**WORK TO BE COMPLETED:** Print the first line of the material below and each line after it, exactly as written, ending with the line that contains "position:absolute; inset:0; border:6px".

GIVEN ENTRIES START

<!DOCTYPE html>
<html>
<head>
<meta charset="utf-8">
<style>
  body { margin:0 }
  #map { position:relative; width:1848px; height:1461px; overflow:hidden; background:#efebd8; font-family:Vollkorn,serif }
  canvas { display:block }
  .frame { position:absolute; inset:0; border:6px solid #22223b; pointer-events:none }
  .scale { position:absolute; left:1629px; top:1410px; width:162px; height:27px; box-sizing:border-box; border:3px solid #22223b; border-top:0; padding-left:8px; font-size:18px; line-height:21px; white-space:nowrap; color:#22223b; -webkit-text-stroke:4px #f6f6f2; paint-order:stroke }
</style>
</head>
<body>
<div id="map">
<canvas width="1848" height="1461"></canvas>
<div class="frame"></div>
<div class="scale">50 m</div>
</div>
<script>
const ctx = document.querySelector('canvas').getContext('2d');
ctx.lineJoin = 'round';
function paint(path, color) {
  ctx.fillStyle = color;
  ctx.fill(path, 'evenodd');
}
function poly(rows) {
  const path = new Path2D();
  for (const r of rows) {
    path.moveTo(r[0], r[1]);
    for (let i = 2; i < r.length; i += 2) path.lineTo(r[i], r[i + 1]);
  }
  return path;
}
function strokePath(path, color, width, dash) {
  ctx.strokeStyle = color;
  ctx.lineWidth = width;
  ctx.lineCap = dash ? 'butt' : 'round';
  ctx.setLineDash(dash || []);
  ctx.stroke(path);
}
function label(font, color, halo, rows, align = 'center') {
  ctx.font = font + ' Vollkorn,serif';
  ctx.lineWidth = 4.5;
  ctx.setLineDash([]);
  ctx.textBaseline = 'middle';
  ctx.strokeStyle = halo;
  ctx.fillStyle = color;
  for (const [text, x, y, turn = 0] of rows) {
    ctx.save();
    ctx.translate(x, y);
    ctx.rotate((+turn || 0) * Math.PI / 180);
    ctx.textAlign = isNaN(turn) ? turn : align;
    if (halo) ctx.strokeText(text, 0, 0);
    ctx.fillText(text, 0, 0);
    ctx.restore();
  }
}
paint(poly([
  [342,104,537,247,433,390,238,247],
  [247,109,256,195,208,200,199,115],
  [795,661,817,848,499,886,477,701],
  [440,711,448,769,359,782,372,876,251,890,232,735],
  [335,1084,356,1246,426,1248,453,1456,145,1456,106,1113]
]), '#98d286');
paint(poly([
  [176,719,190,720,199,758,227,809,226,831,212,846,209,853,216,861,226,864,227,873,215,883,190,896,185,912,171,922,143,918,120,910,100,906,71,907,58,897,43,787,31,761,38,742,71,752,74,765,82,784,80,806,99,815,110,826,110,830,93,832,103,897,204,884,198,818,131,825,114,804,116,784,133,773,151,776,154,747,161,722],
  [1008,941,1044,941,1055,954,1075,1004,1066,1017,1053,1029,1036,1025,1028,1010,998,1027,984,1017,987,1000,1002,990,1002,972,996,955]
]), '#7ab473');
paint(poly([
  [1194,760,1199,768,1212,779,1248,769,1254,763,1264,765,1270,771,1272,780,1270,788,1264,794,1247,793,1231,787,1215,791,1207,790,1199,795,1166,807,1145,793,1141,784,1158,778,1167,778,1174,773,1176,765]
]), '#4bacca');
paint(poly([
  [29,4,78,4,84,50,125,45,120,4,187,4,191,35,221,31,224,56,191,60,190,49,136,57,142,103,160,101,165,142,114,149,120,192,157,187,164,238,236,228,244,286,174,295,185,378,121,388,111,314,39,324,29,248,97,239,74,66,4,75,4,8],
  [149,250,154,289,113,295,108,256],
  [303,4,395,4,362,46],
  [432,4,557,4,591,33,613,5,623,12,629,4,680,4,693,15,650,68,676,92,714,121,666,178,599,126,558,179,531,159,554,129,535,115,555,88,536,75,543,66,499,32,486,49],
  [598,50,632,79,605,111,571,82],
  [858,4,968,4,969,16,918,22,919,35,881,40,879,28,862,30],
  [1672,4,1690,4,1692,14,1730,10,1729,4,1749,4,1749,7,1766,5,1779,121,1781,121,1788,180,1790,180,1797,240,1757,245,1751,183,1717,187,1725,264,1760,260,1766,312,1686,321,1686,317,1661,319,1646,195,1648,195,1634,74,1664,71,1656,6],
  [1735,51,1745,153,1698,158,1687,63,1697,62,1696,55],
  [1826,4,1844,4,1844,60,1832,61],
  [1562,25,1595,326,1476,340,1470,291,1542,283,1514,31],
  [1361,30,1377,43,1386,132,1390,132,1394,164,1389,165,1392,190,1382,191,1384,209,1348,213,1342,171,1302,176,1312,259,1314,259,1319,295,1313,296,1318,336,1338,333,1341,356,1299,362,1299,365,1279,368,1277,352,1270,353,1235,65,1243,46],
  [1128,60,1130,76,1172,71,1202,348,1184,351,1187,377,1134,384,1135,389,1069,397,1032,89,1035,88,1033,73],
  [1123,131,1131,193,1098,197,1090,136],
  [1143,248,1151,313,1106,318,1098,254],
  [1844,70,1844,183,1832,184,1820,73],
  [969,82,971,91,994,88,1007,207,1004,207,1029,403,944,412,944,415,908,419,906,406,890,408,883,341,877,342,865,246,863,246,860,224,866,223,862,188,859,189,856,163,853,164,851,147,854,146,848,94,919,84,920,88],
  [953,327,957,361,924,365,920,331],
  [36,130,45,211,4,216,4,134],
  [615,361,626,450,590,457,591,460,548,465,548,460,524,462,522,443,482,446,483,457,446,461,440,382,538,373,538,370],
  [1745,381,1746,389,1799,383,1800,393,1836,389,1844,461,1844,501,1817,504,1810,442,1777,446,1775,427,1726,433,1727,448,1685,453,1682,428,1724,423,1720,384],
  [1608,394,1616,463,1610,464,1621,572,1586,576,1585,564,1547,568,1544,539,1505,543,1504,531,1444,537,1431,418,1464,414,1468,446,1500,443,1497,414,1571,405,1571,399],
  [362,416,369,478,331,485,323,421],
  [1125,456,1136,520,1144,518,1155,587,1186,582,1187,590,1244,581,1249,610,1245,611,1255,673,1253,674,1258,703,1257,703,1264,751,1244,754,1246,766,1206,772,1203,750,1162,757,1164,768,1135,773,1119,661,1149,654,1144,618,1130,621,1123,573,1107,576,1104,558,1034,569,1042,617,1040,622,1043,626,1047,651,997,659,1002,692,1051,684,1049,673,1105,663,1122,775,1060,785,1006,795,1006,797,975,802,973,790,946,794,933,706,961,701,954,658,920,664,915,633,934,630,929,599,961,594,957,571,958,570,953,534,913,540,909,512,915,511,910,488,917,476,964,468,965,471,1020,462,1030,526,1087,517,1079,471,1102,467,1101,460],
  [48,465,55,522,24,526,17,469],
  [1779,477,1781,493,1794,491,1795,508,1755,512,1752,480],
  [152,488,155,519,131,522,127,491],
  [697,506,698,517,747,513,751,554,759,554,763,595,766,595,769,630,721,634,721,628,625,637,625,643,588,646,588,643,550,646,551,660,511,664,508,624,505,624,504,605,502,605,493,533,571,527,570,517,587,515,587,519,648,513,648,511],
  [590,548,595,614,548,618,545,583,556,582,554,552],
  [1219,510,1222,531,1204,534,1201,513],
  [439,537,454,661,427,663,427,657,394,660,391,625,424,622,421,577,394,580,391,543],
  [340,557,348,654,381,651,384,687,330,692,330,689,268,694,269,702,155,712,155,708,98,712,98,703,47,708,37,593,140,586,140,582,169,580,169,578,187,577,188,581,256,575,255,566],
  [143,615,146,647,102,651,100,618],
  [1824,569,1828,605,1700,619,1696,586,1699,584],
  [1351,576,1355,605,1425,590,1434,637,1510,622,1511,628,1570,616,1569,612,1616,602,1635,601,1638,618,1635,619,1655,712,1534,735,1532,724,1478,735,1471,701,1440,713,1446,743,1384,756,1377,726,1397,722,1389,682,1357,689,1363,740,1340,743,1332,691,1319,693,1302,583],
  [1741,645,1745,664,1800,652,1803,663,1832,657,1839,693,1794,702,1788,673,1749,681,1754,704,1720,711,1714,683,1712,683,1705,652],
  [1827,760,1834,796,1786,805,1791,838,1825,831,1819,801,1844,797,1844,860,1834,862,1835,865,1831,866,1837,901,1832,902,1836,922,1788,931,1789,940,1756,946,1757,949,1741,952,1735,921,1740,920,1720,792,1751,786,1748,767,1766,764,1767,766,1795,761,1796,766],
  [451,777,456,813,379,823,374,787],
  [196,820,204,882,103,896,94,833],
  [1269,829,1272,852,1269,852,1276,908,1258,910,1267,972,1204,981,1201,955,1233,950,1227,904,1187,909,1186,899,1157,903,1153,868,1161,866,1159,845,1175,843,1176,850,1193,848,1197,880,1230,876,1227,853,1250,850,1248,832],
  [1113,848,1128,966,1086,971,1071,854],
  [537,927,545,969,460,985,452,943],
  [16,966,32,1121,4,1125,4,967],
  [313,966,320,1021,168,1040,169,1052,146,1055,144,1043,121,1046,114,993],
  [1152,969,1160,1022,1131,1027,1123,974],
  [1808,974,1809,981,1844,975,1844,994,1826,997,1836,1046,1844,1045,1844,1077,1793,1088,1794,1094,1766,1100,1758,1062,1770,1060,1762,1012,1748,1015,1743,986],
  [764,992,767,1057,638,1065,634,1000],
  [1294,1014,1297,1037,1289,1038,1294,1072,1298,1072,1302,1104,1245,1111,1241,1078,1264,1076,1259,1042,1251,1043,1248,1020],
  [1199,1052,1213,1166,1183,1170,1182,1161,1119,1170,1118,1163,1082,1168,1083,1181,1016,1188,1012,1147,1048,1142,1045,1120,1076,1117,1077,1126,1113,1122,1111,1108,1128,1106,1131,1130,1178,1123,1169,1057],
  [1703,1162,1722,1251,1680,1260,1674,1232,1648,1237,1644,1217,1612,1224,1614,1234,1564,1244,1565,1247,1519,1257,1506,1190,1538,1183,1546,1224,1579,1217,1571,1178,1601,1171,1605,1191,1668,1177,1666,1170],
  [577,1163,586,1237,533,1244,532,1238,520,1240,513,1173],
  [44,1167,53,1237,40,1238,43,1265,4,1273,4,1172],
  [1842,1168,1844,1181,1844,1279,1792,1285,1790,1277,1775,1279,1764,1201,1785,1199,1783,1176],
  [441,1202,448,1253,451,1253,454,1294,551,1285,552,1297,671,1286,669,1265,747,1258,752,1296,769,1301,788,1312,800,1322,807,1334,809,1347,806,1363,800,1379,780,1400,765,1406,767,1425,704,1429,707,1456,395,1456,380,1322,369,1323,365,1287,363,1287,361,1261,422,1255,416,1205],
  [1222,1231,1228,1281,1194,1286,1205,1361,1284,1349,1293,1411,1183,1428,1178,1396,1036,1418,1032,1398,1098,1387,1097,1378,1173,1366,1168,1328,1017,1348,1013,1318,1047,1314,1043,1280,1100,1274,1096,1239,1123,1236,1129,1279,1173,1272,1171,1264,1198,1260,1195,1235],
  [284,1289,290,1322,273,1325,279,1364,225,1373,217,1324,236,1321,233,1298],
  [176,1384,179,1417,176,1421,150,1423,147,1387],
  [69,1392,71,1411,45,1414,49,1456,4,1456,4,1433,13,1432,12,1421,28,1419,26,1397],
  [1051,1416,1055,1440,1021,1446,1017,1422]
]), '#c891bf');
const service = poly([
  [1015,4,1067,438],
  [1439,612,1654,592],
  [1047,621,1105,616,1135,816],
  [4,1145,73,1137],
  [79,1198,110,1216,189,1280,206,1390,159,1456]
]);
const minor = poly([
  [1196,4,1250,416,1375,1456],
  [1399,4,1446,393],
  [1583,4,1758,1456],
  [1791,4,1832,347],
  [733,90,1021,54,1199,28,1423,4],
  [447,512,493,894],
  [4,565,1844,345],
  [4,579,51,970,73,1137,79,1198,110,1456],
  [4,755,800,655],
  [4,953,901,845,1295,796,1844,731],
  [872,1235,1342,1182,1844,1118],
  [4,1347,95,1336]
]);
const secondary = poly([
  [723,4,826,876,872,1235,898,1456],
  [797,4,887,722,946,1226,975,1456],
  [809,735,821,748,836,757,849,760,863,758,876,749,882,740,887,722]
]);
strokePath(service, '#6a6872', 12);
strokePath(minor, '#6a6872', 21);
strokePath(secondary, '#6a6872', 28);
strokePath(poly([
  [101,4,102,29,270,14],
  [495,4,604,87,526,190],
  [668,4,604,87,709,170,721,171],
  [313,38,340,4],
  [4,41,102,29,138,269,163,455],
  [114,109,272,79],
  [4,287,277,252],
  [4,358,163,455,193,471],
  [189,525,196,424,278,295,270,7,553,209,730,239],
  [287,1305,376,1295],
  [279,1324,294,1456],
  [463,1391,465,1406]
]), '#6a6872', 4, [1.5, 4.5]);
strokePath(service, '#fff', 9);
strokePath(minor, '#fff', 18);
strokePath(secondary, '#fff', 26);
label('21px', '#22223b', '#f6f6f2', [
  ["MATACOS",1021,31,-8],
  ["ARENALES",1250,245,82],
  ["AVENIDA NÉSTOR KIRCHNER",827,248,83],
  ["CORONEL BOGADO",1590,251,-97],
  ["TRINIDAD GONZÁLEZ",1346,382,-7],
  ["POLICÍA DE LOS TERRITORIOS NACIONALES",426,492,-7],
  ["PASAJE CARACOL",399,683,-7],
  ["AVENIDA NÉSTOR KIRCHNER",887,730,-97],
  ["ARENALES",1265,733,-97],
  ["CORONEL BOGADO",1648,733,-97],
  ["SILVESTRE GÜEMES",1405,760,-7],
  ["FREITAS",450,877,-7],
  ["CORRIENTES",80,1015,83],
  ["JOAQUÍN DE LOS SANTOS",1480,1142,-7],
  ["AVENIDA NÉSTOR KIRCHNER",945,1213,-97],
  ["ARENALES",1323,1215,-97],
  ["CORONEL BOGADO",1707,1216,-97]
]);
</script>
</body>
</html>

GIVEN ENTRIES END

**TASK OUTPUT:**
<!DOCTYPE html>
<html>
<head>
<meta charset="utf-8">
<style>
  body { margin:0 }
  #map { position:relative; width:1848px; height:1461px; overflow:hidden; background:#efebd8; font-family:Vollkorn,serif }
  canvas { display:block }
  .frame { position:absolute; inset:0; border:6px solid #22223b; pointer-events:none }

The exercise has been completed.